Records shown below:

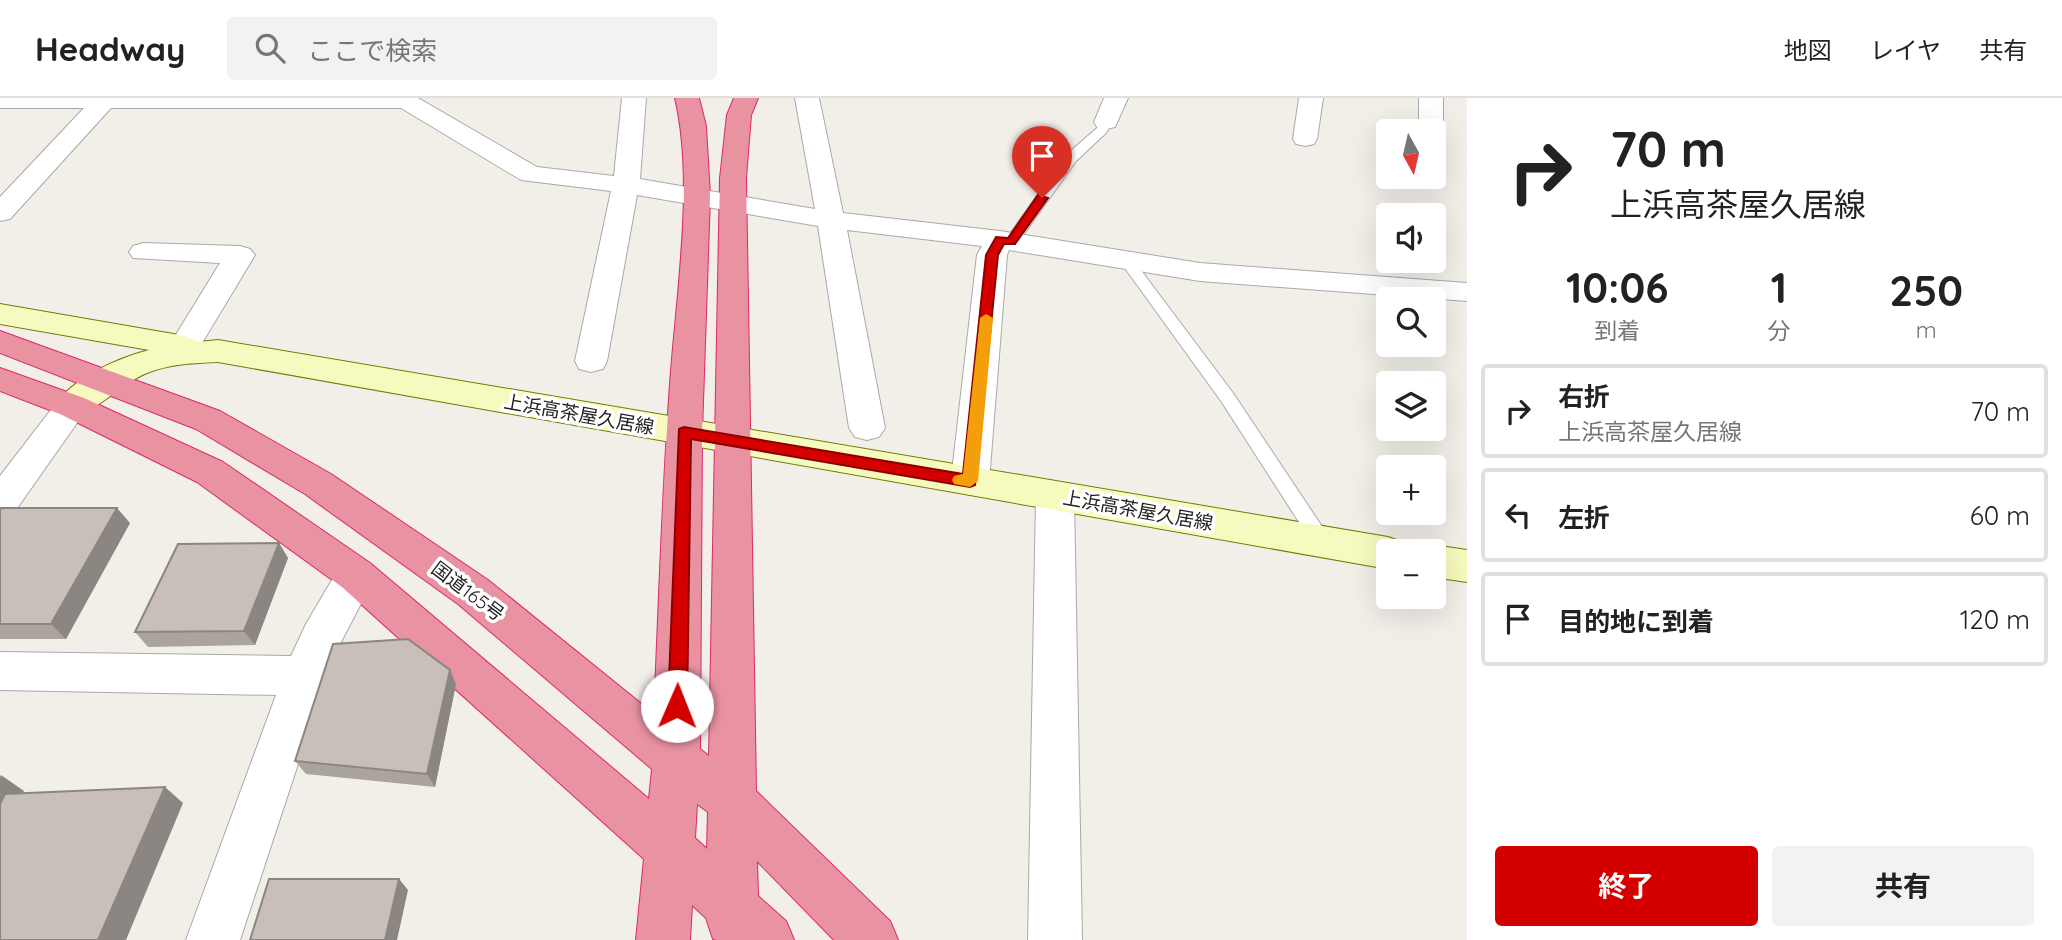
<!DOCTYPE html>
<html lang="ja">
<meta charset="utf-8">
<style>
:root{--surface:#fff;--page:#f2f2f2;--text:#222;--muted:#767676;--line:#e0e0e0;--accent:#d40000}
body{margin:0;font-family:Quicksand,"Noto Sans JP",sans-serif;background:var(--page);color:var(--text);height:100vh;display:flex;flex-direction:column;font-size:26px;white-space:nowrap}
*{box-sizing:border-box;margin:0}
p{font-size:23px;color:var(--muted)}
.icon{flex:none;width:38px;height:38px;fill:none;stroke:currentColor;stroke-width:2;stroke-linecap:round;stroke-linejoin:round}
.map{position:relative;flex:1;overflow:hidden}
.panel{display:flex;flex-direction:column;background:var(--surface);width:595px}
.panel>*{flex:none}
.banner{background:#fff;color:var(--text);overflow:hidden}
.needle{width:46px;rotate:172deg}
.fabs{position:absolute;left:1376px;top:21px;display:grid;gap:14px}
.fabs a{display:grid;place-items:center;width:70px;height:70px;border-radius:7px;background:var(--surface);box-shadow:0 7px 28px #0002;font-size:35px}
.pin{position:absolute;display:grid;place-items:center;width:60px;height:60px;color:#fff;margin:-72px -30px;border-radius:50% 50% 50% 0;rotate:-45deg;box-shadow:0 0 7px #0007}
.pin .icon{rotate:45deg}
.me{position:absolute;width:77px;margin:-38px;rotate:1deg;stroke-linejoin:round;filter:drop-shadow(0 0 5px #0008)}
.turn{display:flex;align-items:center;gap:24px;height:147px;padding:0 28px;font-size:32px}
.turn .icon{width:91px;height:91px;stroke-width:2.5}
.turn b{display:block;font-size:49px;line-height:60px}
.eta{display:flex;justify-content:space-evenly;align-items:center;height:119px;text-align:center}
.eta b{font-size:42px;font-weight:700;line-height:49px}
.primary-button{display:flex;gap:14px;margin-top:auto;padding:14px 28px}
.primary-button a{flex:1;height:80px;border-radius:7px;background:var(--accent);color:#fff;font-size:28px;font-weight:700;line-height:80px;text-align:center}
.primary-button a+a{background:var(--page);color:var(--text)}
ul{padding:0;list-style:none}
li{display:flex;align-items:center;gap:21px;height:94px;margin:0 14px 10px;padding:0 14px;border:4px solid var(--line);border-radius:7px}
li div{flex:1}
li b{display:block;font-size:26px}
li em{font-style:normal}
header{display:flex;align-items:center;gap:42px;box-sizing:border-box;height:98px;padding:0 35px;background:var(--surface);border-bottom:2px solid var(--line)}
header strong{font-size:33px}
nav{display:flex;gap:38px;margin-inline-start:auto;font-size:24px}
.search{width:490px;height:63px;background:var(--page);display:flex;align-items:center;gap:18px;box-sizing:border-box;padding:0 24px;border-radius:7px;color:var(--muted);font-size:26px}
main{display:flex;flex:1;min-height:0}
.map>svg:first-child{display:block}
</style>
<header>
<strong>Headway</strong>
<div class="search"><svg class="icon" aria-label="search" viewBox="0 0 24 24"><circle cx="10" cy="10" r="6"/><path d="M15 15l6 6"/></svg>ここで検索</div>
<nav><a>地図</a><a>レイヤ</a><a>共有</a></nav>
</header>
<main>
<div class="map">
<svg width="1467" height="842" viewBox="0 0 1467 842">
<rect width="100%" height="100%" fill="#f2efe9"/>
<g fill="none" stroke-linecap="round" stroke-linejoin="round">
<g stroke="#a9a9a9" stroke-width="2">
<path id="lane" d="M 1106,20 L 1112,24 L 1106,35 L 1076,63 L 1016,147 L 1006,147 L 1004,144 L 1066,57 L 1097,30 L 1102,21 Z
M 1126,158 L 1131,159 L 1233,295 L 1329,439 L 1332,444 L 1329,449 L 1322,452 L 1315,449 L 1221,303 L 1119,162 Z"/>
</g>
<g stroke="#a9a9a9" stroke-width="2">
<path id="street" d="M 0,0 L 418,0 L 537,69 L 614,78 L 622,0 L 646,0 L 640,81 L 815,111 L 795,0 L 819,0 L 843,115 L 1000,133 L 1200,165 L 1467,185 L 1467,203 L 1200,183 L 1009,152 L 1007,157 L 989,383 L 983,393 L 970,397 L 957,393 L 951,383 L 977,157 L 982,148 L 847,132 L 885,330 L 879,339 L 867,342 L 855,339 L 849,330 L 818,128 L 637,97 L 607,263 L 603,271 L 591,274 L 579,271 L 575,263 L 611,93 L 521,82 L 401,10 L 111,10 L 10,121 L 0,123 L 0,99 L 84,10 L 0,10 Z
M 1104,0 L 1128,0 L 1115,29 L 1106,31 L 1097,29 L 1094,24 Z
M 1299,0 L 1323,0 L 1317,41 L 1314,46 L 1305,48 L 1296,46 L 1293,41 Z
M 1419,0 L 1443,0 L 1443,23 L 1440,28 L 1431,30 L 1422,28 L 1419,23 Z
M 143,145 L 240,148 L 250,151 L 255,157 L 196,255 L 185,258 L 174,255 L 169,248 L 220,165 L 133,160 L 129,154 L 133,148 Z
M 72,296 L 84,300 L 89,308 L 13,416 L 0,420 L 0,378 L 60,300 Z
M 1055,384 L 1068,388 L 1074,398 L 1082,842 L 1028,842 L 1036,398 L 1042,388 Z
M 356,461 L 370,465 L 376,477 L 341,544 L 327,578 L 240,842 L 186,842 L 276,597 L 0,592 L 0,554 L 291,558 L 306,526 L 342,465 Z"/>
</g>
<g stroke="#707d05" stroke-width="2">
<path id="secondary" d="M 0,206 L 185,238 L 199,244 L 218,242 L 1388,439 L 1402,444 L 1407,453 L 1388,453 L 1388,471 L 218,264 C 194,265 169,266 147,275 C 118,286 89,325 60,316 L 55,308 C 72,280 118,260 149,252 L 0,226 Z
M 1433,447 L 1467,452 L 1467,484 L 1433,479 L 1433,453 L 1418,453 Z"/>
</g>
<g stroke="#dc2a67" stroke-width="2">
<path id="highway" d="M 675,0 L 699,0 L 706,28 L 710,98 L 702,334 L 700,651 L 709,658 L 720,80 L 727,17 L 734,0 L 758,0 L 751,17 L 746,80 L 756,693 L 890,823 L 898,842 L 834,842 L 757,763 L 758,798 L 786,823 L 794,842 L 717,842 L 713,841 L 706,820 L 692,807 L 690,842 L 636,842 L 644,761 L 342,489 L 197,384 L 60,316 L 0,293 L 0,270 L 84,300 L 223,364 L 370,465 L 649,701 L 652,671 L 458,506 L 305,396 L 196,331 L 0,255 L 0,233 L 220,313 L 331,376 L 488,482 L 654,616 C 659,506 662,396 670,286 C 676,199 695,84 675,0 ZM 697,706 L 708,714 L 707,751 L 695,740 Z"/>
</g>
<use href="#lane" fill="#fff" fill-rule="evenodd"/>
<use href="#street" fill="#fff" fill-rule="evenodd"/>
<use href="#secondary" fill="#f7fabf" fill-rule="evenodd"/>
<use href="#highway" fill="#e892a2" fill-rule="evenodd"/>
</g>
<path fill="#aba49e" d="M 0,412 L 130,425 L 66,541 L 0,541 Z
M 279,445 L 288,460 L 255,547 L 148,549 L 135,534 Z
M 456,586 L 435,689 L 306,676 L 295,663 Z"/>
<path fill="#8b8681" d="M 117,410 L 130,425 L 66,541 L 51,526 Z
M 279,445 L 288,460 L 255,547 L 244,533 Z
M 450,572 L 456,586 L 435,689 L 427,676 Z
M 1,677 L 24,693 L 0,737 L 0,679 Z
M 165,689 L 183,705 L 126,842 L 98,842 Z
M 399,781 L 408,792 L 397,842 L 385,842 Z"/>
<path fill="#c7bfb8" stroke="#8b8681" stroke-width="2" d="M 1,410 L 117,410 L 51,526 L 0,526 L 0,412 Z
M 279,445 L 244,533 L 135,534 L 178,446 Z
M 408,541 L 450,572 L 427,676 L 295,663 L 333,546 Z
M 165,689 L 98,842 L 0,842 L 0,706 L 5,696 Z
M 269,781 L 399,781 L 385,842 L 250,842 Z"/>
<path fill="#d40000" stroke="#8a0000" stroke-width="2" d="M 1038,97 L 1048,100 L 1015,146 L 1004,146 L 998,157 L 975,387 L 970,389 L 691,341 L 687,608 L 684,614 L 677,616 L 671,614 L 668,608 L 679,331 L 684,329 L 963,376 L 986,157 L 996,139 L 1008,140 Z"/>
<path fill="#f59e0b" d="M 986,216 L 993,220 L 978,383 L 970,389 L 954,386 L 952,382 L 954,378 L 963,376 L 980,220 Z"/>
<g text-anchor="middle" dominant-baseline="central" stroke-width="7" stroke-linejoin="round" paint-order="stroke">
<g font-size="19" fill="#222" stroke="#fff">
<text transform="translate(579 316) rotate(10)">上浜高茶屋久居線</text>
<text transform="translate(1138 412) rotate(10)">上浜高茶屋久居線</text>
<text transform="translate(468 493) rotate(37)">国道165号</text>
</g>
</g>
</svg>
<div class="fabs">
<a><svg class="needle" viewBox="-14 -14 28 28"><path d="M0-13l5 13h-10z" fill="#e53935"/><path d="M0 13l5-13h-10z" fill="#767676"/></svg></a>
<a><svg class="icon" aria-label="sound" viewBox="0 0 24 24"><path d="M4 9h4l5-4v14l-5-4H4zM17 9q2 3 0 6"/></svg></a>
<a><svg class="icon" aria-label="search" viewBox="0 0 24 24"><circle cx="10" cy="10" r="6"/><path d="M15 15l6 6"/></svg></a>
<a><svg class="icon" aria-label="layers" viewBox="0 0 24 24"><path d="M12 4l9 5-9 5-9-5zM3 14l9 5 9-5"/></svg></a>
<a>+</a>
<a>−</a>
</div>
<div class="pin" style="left:1042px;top:100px;background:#d93025"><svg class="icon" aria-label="arrive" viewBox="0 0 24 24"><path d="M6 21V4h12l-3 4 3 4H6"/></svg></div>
<svg class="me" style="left:677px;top:608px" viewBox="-20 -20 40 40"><circle r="19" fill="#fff"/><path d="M0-13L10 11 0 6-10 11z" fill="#d40000"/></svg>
</div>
<section class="panel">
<div class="banner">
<div class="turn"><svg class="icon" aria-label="right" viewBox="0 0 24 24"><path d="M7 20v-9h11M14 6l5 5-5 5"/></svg><div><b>70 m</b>上浜高茶屋久居線</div></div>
</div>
<div class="eta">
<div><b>10:06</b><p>到着</p></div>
<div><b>1</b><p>分</p></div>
<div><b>250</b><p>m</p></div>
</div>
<ul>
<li><svg class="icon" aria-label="right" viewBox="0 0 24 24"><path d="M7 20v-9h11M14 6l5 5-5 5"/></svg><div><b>右折</b><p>上浜高茶屋久居線</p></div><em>70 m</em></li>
<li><svg class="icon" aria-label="left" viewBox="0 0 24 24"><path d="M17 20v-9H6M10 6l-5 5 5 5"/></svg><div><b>左折</b></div><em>60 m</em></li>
<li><svg class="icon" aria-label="arrive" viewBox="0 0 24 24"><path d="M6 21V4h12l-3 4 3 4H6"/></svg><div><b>目的地に到着</b></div><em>120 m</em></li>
</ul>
<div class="primary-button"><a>終了</a><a>共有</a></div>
</section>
</main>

End of Records shown.

◆ **What is being asked**: Each line of the entries above that includes the string "linecap" should be copied out.

◆ **Response area**:
.icon{flex:none;width:38px;height:38px;fill:none;stroke:currentColor;stroke-width:2;stroke-linecap:round;stroke-linejoin:round}
<g fill="none" stroke-linecap="round" stroke-linejoin="round">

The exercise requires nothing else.